All, states and individuals, are alike prone to err, and there is no
law that will prevent them; or why should men have exhausted the
list of punishments in search of enactments to protect them from
evildoers? It is probable that in early times the penalties for the
greatest offences were less severe, and that, as these were
disregarded, the penalty of death has been by degrees in most cases
arrived at, which is itself disregarded in like manner. Either then
some means of terror more terrible than this must be discovered, or it
must be owned that this restraint is useless; and that as long as
poverty gives men the courage of necessity, or plenty fills them
with the ambition which belongs to insolence and pride, and the
other conditions of life remain each under the thraldom of some
fatal and master passion, so long will the impulse never be wanting to
drive men into danger. Hope also and cupidity, the one leading and the
other following, the one conceiving the attempt, the other
suggesting the facility of succeeding, cause the widest ruin, and,
although invisible agents, are far stronger than the dangers that
are seen. Fortune, too, powerfully helps the delusion and, by the
unexpected aid that she sometimes lends, tempts men to venture with
inferior means; and this is especially the case with communities,
because the stakes played for are the highest, freedom or empire, and,
when all are acting together, each man irrationally magnifies his
own capacity. In fine, it is impossible to prevent, and only great
simplicity can hope to prevent, human nature doing what it has once
set its mind upon, by force of law or by any other deterrent force
whatsoever.
βWe must not, therefore, commit ourselves to a false policy
through a belief in the efficacy of the punishment of death, or
exclude rebels from the hope of repentance and an early atonement of
their error. Consider a moment. At present, if a city that has already
revolted perceive that it cannot succeed, it will come to terms
while it is still able to refund expenses, and pay tribute afterwards.

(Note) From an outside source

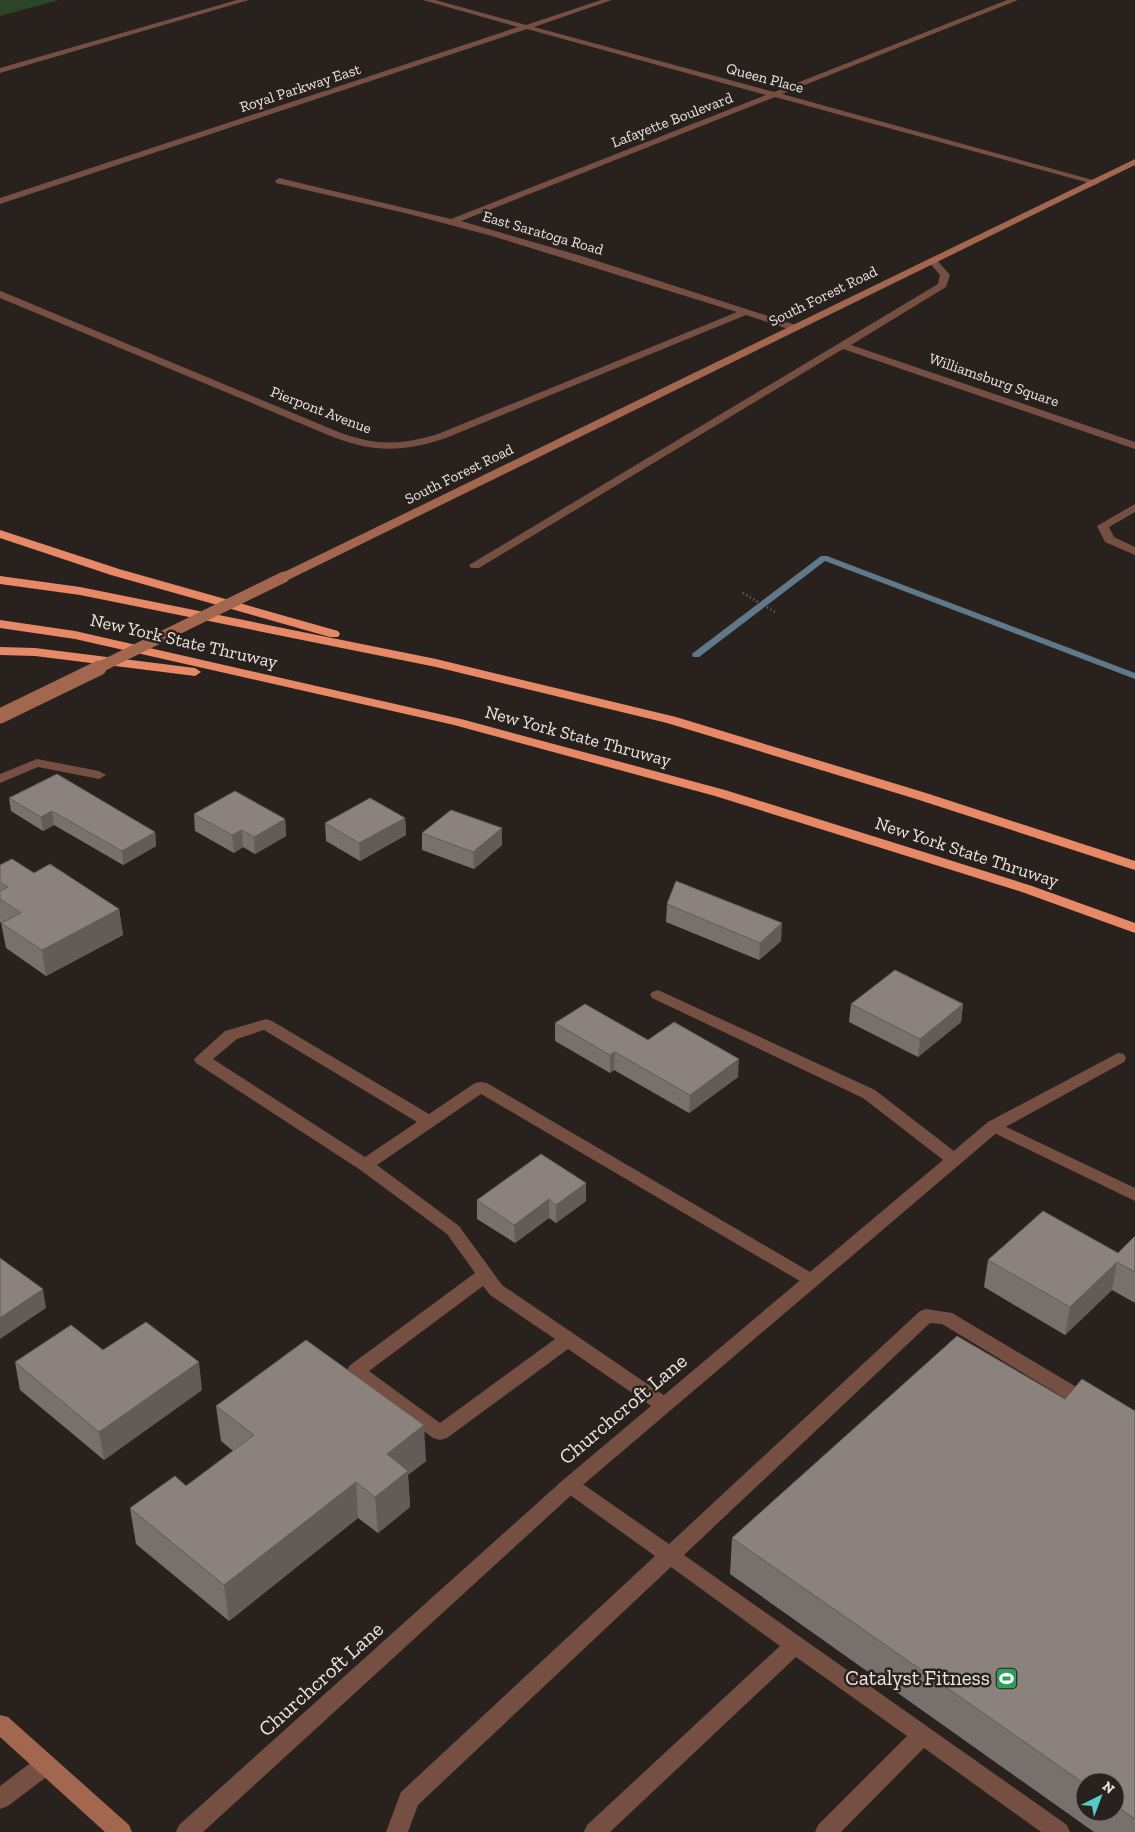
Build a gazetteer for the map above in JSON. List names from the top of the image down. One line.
{"streets":{"highway":["New York State Thruway"],"street":["Queen Place","Royal Parkway East","Lafayette Boulevard","East Saratoga Road","South Forest Road","Williamsburg Square","Pierpont Avenue","Churchcroft Lane"]},"crossings":[["Queen Place","Royal Parkway East"],["Queen Place","Lafayette Boulevard"],["Queen Place","South Forest Road"],["Lafayette Boulevard","East Saratoga Road"],["East Saratoga Road","South Forest Road"],["East Saratoga Road","Pierpont Avenue"]],"places":{"sports":["Catalyst Fitness"]},"north":"top right"}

In the other case, what city, think you, would not prepare better than
is now done, and hold out to the last against its besiegers, if it
is all one whether it surrender late or soon? And how can it be
otherwise than hurtful to us to be put to the expense of a siege,
because surrender is out of the question; and if we take the city,
to receive a ruined town from which we can no longer draw the
revenue which forms our real strength against the enemy? We must
not, therefore, sit as strict judges of the offenders to our own
prejudice, but rather see how by moderate chastisements we may be
enabled to benefit in future by the revenue-producing powers of our
dependencies; and we must make up our minds to look for our protection
not to legal terrors but to careful administration. At present we do
exactly the opposite. When a free community, held in subjection by
force, rises, as is only natural, and asserts its independence, it
is no sooner reduced than we fancy ourselves obliged to punish it
severely; although the right course with freemen is not to chastise
them rigorously when they do rise, but rigorously to watch them before
they rise, and to prevent their ever entertaining the idea, and, the
insurrection suppressed, to make as few responsible for it as
possible.
βOnly consider what a blunder you would commit in doing as Cleon
recommends. As things are at present, in all the cities the people
is your friend, and either does not revolt with the oligarchy, or,
if forced to do so, becomes at once the enemy of the insurgents; so
that in the war with the hostile city you have the masses on your
side. But if you butcher the people of Mitylene, who had nothing to do
with the revolt, and who, as soon as they got arms, of their own
motion surrendered the town, first you will commit the crime of
killing your benefactors; and next you will play directly into the
hands of the higher classes, who when they induce their cities to
rise, will immediately have the people on their side, through your
having announced in advance the same punishment for those who are
guilty and for those who are not. On the contrary, even if they were
guilty, you ought to seem not to notice it, in order to avoid
alienating the only class still friendly to us. In short, I consider
it far more useful for the preservation of our empire voluntarily to
put up with injustice, than to put to death, however justly, those
whom it is our interest to keep alive. As for Cleonβs idea that in
punishment the claims of justice and expediency can both be satisfied,
facts do not confirm the possibility of such a combination.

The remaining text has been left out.